The microstructures of the Al-5 wt % TiB2/TiC composites following increasing ARB cycles in the RD-ND plane were also investigated, and are shown in Figure 5. After the first cycle (Figure 5a,b), the particle chains in the original sample almost disappeared and a few elongated agglomerated particle clusters existed along the rolling direction. In the magnified image in Figure 5b, it can be seen that the reinforcement particle clusters were broken by the stress of rolling and most of them separated from each other. With increasing ARB cycles, the distribution of particles in the matrix became much more uniform as shown by Figure 5c,d. As the ARB process progressed up to four cycles, a microstructure with uniformly distributed TiB2 and TiC reinforcement particles was obtained (Figure 5e,f). This phenomenon is attributed to the high deformability of the Al matrix under the stress of rolling. Furthermore, compared with Figure 3 and Figure 4, the microstructure shows that the uniformity of the RD-ND plane was much better that of the RD-TD plane [28].

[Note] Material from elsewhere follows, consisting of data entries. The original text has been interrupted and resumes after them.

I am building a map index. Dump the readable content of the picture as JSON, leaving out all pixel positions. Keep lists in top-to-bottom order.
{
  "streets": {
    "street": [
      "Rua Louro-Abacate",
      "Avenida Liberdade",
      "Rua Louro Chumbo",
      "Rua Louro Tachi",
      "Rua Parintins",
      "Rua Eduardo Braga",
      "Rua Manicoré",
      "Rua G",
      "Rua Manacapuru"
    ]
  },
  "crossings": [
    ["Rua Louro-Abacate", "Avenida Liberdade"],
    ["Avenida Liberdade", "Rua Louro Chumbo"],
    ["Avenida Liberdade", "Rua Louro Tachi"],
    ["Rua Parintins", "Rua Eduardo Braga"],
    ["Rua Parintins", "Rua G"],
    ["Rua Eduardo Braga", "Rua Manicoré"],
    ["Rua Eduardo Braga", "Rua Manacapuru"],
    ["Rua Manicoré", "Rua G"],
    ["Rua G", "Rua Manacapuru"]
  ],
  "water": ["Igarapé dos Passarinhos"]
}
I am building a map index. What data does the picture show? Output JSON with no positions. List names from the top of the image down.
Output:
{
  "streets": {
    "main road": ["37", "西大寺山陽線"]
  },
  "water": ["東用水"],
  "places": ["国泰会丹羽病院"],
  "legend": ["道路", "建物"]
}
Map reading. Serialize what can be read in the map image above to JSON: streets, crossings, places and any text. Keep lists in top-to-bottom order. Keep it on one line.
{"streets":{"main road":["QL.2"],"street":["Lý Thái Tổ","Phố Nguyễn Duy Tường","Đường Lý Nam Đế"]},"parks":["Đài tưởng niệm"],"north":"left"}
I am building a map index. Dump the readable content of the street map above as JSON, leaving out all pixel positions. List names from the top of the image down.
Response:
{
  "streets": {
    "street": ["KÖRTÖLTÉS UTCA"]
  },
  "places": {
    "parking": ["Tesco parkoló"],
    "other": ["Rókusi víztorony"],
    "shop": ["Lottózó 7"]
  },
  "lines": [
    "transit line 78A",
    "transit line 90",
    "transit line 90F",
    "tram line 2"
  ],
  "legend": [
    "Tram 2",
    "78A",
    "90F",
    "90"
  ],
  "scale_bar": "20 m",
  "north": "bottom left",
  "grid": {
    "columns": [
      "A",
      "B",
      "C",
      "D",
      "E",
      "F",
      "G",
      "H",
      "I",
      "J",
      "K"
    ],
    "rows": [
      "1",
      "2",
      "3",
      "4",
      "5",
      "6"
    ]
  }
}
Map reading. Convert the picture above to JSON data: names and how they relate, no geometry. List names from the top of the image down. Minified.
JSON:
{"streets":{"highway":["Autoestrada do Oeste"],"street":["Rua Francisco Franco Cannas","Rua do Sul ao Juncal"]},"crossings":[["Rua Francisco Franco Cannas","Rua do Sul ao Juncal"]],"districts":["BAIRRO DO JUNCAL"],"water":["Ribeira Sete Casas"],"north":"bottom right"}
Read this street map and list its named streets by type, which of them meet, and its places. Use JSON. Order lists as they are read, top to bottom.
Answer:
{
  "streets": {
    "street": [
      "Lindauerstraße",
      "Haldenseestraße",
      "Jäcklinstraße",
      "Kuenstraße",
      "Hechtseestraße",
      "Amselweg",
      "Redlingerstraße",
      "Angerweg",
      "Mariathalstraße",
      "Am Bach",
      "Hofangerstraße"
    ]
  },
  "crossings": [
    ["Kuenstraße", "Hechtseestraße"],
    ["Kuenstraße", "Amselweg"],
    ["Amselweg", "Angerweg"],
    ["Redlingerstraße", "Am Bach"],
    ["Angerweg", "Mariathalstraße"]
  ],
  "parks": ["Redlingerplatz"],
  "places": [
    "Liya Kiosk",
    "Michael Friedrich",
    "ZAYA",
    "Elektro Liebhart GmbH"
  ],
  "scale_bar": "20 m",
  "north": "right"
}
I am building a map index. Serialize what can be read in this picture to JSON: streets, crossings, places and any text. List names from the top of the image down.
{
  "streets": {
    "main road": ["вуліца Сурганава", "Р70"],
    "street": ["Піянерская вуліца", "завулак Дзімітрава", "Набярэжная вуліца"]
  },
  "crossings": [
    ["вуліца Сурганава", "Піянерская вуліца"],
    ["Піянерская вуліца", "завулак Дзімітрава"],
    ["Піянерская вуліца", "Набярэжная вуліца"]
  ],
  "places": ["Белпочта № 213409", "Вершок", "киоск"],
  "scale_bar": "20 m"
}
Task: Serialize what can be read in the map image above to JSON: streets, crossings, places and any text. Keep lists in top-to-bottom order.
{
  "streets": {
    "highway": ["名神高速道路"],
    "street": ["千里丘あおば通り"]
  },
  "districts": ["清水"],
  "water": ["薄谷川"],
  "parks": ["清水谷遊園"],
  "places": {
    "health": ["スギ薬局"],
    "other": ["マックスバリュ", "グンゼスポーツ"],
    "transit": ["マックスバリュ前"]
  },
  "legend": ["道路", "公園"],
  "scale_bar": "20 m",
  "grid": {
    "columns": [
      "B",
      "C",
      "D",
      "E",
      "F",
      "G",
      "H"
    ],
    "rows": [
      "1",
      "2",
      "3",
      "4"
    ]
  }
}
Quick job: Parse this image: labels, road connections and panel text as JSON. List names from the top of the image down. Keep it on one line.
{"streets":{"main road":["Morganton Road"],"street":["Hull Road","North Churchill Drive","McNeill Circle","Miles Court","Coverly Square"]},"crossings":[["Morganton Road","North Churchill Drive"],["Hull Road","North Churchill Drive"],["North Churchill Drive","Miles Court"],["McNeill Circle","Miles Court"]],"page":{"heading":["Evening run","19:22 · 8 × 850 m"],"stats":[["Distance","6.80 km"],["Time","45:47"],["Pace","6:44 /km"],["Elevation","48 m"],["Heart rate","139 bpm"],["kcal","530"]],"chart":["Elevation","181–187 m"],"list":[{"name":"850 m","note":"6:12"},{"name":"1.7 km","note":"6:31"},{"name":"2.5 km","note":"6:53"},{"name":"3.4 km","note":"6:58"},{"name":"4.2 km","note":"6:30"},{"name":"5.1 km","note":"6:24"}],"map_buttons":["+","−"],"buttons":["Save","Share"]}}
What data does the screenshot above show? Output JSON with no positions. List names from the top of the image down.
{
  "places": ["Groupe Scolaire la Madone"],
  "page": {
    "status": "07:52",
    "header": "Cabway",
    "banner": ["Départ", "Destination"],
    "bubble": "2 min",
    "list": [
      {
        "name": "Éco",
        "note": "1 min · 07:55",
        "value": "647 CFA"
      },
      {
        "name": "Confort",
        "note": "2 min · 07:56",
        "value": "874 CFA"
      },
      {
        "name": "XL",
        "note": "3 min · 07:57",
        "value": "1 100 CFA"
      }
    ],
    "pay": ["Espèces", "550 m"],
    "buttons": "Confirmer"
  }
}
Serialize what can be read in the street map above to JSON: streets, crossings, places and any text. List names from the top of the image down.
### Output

3.2. Grain Structures of the Al-5 wt % TiB2/TiC Composites

The grain structures of the composites were shown by the polarized light optical micrograph after electroetching the polished specimens. The as-cast Al-TiB2/TiC composite has an average grain size of 30.6 μm, as shown in Figure 6a. After rolling for 90% reduction, the grains of the Al matrix were elongated and many grains were refined significantly due to the fragmentation of the elongated grains during the rolling process, as shown in Figure 6b. With ARB processing, the Al grains were further refined after one cycle, as illustrated in Figure 6c.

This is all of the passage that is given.